**Task instructions**
A verbatim repeat of the records beneath this line is needed.

**Material provided**
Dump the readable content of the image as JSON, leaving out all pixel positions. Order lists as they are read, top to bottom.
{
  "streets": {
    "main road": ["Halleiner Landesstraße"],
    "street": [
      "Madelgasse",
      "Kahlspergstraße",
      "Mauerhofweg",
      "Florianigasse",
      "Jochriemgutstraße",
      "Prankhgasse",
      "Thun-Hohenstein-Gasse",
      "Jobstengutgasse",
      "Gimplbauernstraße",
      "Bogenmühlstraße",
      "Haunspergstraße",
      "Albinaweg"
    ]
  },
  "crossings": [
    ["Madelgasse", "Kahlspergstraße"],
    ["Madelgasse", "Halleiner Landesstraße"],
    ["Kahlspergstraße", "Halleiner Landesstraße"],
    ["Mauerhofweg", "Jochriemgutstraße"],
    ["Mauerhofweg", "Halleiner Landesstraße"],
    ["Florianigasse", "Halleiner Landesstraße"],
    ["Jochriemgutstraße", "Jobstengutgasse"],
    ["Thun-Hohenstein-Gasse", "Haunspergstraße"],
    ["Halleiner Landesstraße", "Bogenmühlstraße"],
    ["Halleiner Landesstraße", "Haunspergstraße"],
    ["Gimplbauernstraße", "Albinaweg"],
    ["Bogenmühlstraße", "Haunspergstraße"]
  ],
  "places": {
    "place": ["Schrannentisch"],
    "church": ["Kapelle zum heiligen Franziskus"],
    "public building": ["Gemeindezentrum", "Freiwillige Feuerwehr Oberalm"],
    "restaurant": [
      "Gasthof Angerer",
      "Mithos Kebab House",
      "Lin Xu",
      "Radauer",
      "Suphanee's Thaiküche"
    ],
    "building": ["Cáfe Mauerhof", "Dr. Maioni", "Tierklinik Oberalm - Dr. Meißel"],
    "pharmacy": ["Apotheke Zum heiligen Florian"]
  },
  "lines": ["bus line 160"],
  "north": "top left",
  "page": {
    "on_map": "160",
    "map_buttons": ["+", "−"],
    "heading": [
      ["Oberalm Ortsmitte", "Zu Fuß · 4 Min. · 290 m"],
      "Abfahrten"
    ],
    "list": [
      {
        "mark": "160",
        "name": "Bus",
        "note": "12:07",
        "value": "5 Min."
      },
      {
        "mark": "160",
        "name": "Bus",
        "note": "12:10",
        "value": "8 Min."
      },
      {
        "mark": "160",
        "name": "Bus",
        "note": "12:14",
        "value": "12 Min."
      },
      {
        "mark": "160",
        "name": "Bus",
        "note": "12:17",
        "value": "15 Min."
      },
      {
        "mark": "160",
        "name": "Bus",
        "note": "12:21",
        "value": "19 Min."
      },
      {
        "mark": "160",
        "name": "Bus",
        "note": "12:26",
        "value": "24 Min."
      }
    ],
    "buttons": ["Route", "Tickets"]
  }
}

**Response area**
Dump the readable content of the image as JSON, leaving out all pixel positions. Order lists as they are read, top to bottom.
{
  "streets": {
    "main road": ["Halleiner Landesstraße"],
    "street": [
      "Madelgasse",
      "Kahlspergstraße",
      "Mauerhofweg",
      "Florianigasse",
      "Jochriemgutstraße",
      "Prankhgasse",
      "Thun-Hohenstein-Gasse",
      "Jobstengutgasse",
      "Gimplbauernstraße",
      "Bogenmühlstraße",
      "Haunspergstraße",
      "Albinaweg"
    ]
  },
  "crossings": [
    ["Madelgasse", "Kahlspergstraße"],
    ["Madelgasse", "Halleiner Landesstraße"],
    ["Kahlspergstraße", "Halleiner Landesstraße"],
    ["Mauerhofweg", "Jochriemgutstraße"],
    ["Mauerhofweg", "Halleiner Landesstraße"],
    ["Florianigasse", "Halleiner Landesstraße"],
    ["Jochriemgutstraße", "Jobstengutgasse"],
    ["Thun-Hohenstein-Gasse", "Haunspergstraße"],
    ["Halleiner Landesstraße", "Bogenmühlstraße"],
    ["Halleiner Landesstraße", "Haunspergstraße"],
    ["Gimplbauernstraße", "Albinaweg"],
    ["Bogenmühlstraße", "Haunspergstraße"]
  ],
  "places": {
    "place": ["Schrannentisch"],
    "church": ["Kapelle zum heiligen Franziskus"],
    "public building": ["Gemeindezentrum", "Freiwillige Feuerwehr Oberalm"],
    "restaurant": [
      "Gasthof Angerer",
      "Mithos Kebab House",
      "Lin Xu",
      "Radauer",
      "Suphanee's Thaiküche"
    ],
    "building": ["Cáfe Mauerhof", "Dr. Maioni", "Tierklinik Oberalm - Dr. Meißel"],
    "pharmacy": ["Apotheke Zum heiligen Florian"]
  },
  "lines": ["bus line 160"],
  "north": "top left",
  "page": {
    "on_map": "160",
    "map_buttons": ["+", "−"],
    "heading": [
      ["Oberalm Ortsmitte", "Zu Fuß · 4 Min. · 290 m"],
      "Abfahrten"
    ],
    "list": [
      {
        "mark": "160",
        "name": "Bus",
        "note": "12:07",
        "value": "5 Min."
      },
      {
        "mark": "160",
        "name": "Bus",
        "note": "12:10",
        "value": "8 Min."
      },
      {
        "mark": "160",
        "name": "Bus",
        "note": "12:14",
        "value": "12 Min."
      },
      {
        "mark": "160",
        "name": "Bus",
        "note": "12:17",
        "value": "15 Min."
      },
      {
        "mark": "160",
        "name": "Bus",
        "note": "12:21",
        "value": "19 Min."
      },
      {
        "mark": "160",
        "name": "Bus",
        "note": "12:26",
        "value": "24 Min."
      }
    ],
    "buttons": ["Route", "Tickets"]
  }
}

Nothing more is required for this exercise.